::: Data to process :::

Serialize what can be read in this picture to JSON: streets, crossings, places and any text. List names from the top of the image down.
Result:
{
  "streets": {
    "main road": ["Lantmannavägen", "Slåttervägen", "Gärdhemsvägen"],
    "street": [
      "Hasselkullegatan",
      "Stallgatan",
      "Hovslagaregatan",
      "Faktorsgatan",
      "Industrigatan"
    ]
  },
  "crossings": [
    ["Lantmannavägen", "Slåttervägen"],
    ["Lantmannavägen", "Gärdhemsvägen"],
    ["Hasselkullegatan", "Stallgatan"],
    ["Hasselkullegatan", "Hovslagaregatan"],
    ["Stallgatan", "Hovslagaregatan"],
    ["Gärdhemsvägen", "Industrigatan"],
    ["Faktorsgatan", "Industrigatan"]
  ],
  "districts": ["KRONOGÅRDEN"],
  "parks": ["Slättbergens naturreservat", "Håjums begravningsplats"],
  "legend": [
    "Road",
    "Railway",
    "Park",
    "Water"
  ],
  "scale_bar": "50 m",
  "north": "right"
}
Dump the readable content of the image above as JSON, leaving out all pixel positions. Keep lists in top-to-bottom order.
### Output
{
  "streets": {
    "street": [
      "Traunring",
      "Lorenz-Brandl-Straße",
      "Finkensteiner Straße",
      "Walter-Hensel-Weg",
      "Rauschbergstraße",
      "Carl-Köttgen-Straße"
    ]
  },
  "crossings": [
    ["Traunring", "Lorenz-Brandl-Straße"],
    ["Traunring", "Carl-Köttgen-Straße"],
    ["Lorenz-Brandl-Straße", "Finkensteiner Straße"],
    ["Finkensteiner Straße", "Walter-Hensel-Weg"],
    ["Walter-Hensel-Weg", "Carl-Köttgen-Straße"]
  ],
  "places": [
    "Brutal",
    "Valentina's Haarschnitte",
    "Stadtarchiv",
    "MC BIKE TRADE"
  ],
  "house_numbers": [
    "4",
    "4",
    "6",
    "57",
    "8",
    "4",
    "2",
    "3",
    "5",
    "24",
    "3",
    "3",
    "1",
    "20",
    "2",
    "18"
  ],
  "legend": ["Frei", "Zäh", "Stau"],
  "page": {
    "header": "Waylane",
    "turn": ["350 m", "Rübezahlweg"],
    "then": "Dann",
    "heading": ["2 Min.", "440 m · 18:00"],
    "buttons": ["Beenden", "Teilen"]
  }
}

:::

### [Work to be completed]
The expected response is the material above given again line by line, from its first line to the line holding "Dump the readable", inclusive.

### [Finished task]
Serialize what can be read in this picture to JSON: streets, crossings, places and any text. List names from the top of the image down.
Result:
{
  "streets": {
    "main road": ["Lantmannavägen", "Slåttervägen", "Gärdhemsvägen"],
    "street": [
      "Hasselkullegatan",
      "Stallgatan",
      "Hovslagaregatan",
      "Faktorsgatan",
      "Industrigatan"
    ]
  },
  "crossings": [
    ["Lantmannavägen", "Slåttervägen"],
    ["Lantmannavägen", "Gärdhemsvägen"],
    ["Hasselkullegatan", "Stallgatan"],
    ["Hasselkullegatan", "Hovslagaregatan"],
    ["Stallgatan", "Hovslagaregatan"],
    ["Gärdhemsvägen", "Industrigatan"],
    ["Faktorsgatan", "Industrigatan"]
  ],
  "districts": ["KRONOGÅRDEN"],
  "parks": ["Slättbergens naturreservat", "Håjums begravningsplats"],
  "legend": [
    "Road",
    "Railway",
    "Park",
    "Water"
  ],
  "scale_bar": "50 m",
  "north": "right"
}
Dump the readable content of the image above as JSON, leaving out all pixel positions. Keep lists in top-to-bottom order.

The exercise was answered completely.